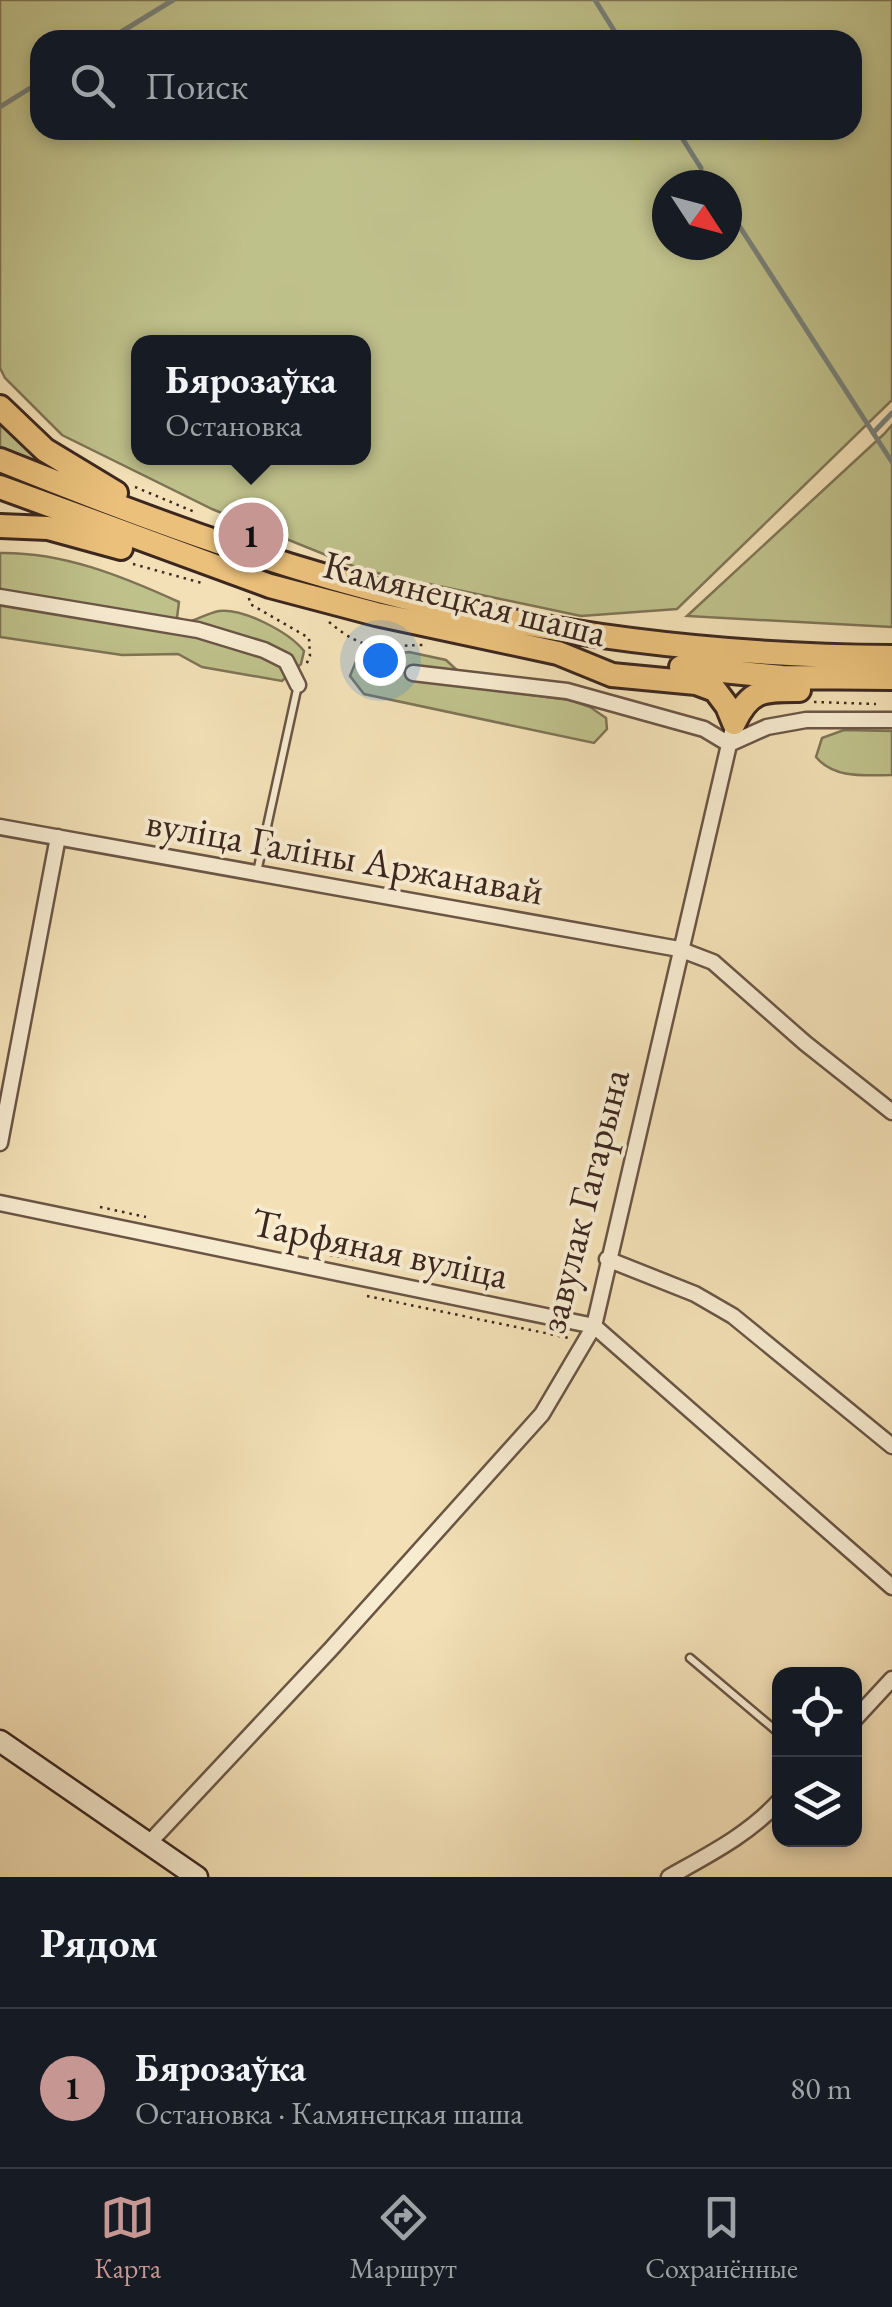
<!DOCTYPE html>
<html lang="ru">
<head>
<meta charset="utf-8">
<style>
	:root { --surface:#171b24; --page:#242831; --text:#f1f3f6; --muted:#9ea1a6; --line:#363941; --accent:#c59692 }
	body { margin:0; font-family:"EB Garamond",serif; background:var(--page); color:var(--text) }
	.controls { position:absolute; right:30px; bottom:30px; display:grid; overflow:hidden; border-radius:20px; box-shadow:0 5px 15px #0003 }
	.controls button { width:90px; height:90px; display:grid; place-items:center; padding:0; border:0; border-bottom:2px solid var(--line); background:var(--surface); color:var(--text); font:50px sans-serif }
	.compass { position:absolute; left:652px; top:170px; width:90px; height:90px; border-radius:50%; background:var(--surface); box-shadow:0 5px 15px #0003; rotate:126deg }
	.you { position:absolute; left:380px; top:660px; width:35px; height:35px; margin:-25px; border:8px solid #fff; border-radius:50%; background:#1a73e8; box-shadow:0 0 0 15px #1a73e833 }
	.badge { display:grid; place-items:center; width:65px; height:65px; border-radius:50%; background:var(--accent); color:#111; font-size:32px; font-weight:700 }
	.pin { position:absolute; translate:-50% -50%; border:5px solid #fff; box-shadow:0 2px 10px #0006 }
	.popup { position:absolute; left:131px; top:335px; width:240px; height:130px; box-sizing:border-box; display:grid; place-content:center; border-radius:20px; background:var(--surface); filter:drop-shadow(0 2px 8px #0005); font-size:32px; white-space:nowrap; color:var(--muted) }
	.popup b { font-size:38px; color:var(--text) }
	.popup::after { content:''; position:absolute; left:50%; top:100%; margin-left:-20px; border:20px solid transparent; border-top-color:var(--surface) }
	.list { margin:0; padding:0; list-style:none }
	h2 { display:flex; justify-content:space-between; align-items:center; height:130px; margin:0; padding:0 40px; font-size:42px }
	h2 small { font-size:32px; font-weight:400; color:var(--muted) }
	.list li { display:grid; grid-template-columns:65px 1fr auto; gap:30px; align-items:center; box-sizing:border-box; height:160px; padding:0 40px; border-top:2px solid var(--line) }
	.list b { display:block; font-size:38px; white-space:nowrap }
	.list p { margin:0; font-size:32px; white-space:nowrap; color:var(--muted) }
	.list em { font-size:32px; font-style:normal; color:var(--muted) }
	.icon { flex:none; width:55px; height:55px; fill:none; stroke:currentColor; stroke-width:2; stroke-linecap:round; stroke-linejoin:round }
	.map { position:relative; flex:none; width:892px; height:1877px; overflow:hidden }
	.search { position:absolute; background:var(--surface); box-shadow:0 5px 15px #0003; left:30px; right:30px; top:30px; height:110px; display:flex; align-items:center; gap:25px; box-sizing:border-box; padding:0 35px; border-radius:30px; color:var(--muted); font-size:38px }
	.sheet { height:290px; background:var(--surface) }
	nav { display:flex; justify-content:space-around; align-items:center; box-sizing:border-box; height:140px; border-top:2px solid var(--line); background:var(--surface); font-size:28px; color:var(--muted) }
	nav a { display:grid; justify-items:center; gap:5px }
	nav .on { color:var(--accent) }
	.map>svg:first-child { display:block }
	.green { fill:#bfc18b; stroke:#7e7455; stroke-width:2.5; fill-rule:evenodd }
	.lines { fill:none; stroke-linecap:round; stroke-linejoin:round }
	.stream { stroke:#77807a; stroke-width:5 }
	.lane-casing { stroke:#6a5545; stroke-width:11 }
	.street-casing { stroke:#6a5545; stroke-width:19 }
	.secondary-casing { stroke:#3c271f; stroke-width:25 }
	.primary-casing { stroke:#3c271f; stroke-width:28 }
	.path { stroke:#3c271f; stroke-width:2.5; stroke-dasharray:2.5 5; stroke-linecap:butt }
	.lane { stroke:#f7ebd0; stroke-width:6 }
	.street { stroke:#f7ebd0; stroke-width:14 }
	.secondary { stroke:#f7ebd0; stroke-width:20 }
	.primary { stroke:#eac07b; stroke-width:22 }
	.labels { text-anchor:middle; stroke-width:8; stroke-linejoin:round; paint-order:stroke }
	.street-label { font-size:40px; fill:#3c271f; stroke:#f7ebd0 }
</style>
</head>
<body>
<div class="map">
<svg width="892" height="1877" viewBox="0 0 892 1877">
	<rect width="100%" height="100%" fill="#f3e0b6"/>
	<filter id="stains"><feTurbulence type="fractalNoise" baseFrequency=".002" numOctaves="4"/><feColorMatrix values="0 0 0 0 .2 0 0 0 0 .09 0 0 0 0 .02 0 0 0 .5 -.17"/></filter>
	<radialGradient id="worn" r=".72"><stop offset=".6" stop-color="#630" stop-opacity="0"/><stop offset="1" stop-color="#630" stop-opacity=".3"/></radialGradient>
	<path class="green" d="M0,0h892v400l-215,209 -96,7 -218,-46 -151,-61 -150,-74 -57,-57 -5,-10zM852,40v90h-812v-90zM727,185v60h-60v-60zM138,342h226v116h-226z
		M0,421l56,53 -56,-24z
		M892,425v202l-205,-11 197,-182z
		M0,553c63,-1 122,23 179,49l-2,16 11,4c10,-3 21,-9 31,-11 24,-3 70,21 85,40l-3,13 -19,17 -80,-14 -24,-13 -56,1 -122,-18z
		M409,652l37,8 30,28 94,12 20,7 16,11 1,11 -13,14 -230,-49 -14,-18 7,-17z
		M844,730l48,1v44c-27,0 -58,4 -76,-18l6,-19z"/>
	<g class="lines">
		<path class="stream" d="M595,0l25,40
			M108,40l65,-40
			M0,107l40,-25
			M677,130l24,38
			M727,207l165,255
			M873,433l19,-20"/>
		<g class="lane-casing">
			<path id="lane" d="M257,872l41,-187
				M690,1658l90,76"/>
		</g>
		<g class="street-casing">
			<path id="street" d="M0,597l198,33 66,20 22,11 12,24
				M413,673l154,18 137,38 25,15 38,-17 39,-7h86
				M0,827l679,122 34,13 92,81 87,69
				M0,1143l58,-306
				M0,1203l594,123 298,261
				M607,1259l88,35 38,22 159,130
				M854,1720l38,-41
				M150,1842l181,-193 211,-235 52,-88 140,-603
				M669,1877c39,-22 81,-43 111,-77"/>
		</g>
		<g class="secondary-casing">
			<path id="secondary" d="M0,1741l197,136"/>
		</g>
		<g class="primary-casing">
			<path id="primary" d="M0,407l45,43 71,43
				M0,460c132,53 265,103 403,137 159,40 325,59 489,60
				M0,487l270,99 106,28 182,39 54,22 84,8 19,7 12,16 7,17
				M0,526l48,2 73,20
				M681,667l101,10 110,1
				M734,723c16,-34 29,-33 65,-33"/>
		</g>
		<path class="path" d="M135,487l62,26
			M133,564l69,19
			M249,598l1,6 59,34 1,18 -4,9
			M329,622c37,31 49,24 94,23
			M814,702l62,2
			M100,1207l46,10
			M330,1255l26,5
			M367,1296l202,42"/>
		<use href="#lane" class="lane"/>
		<use href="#street" class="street"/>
		<use href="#secondary" class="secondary"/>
		<use href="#primary" class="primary"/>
	</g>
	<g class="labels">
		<g class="street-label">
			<text transform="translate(465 598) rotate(14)" y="14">Камянецкая шаша</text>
			<text transform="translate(345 856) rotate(10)" y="14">вуліца Галіны Аржанавай</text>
			<text transform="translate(583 1201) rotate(-76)" y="14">завулак Гагарына</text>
			<text transform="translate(380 1248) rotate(12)" y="14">Тарфяная вуліца</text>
		</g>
	</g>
	<rect width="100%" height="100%" filter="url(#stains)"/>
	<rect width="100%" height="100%" fill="url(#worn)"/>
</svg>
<div class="controls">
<button><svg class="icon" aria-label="locate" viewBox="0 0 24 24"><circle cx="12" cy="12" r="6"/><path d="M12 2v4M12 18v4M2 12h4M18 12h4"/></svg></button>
<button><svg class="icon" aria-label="layers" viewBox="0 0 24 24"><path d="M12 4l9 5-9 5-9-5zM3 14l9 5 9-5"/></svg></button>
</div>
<svg class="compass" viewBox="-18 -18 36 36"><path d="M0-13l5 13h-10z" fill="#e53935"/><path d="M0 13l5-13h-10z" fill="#9ea1a6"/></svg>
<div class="you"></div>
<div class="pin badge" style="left:251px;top:535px">1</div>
<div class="popup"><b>Бярозаўка</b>Остановка</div>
<div class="search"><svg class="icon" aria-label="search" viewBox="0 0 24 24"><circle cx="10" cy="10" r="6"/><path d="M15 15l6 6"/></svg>Поиск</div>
</div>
<section class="sheet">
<h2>Рядом<small></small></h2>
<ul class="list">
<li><span class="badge">1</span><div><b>Бярозаўка</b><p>Остановка · Камянецкая шаша</p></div><em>80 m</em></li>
</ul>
</section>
<nav>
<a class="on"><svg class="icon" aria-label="map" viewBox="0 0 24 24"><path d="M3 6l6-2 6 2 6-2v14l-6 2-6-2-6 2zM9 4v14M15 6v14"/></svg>Карта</a>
<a><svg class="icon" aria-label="directions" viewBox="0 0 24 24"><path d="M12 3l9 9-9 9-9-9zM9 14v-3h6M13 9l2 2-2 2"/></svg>Маршрут</a>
<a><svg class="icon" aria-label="saved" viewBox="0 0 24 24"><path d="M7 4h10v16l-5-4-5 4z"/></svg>Сохранённые</a>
</nav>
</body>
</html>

---

Where does "controls" occur in the data? Copy each line that has it.

	.controls { position:absolute; right:30px; bottom:30px; display:grid; overflow:hidden; border-radius:20px; box-shadow:0 5px 15px #0003 }
	.controls button { width:90px; height:90px; display:grid; place-items:center; padding:0; border:0; border-bottom:2px solid var(--line); background:var(--surface); color:var(--text); font:50px sans-serif }
<div class="controls">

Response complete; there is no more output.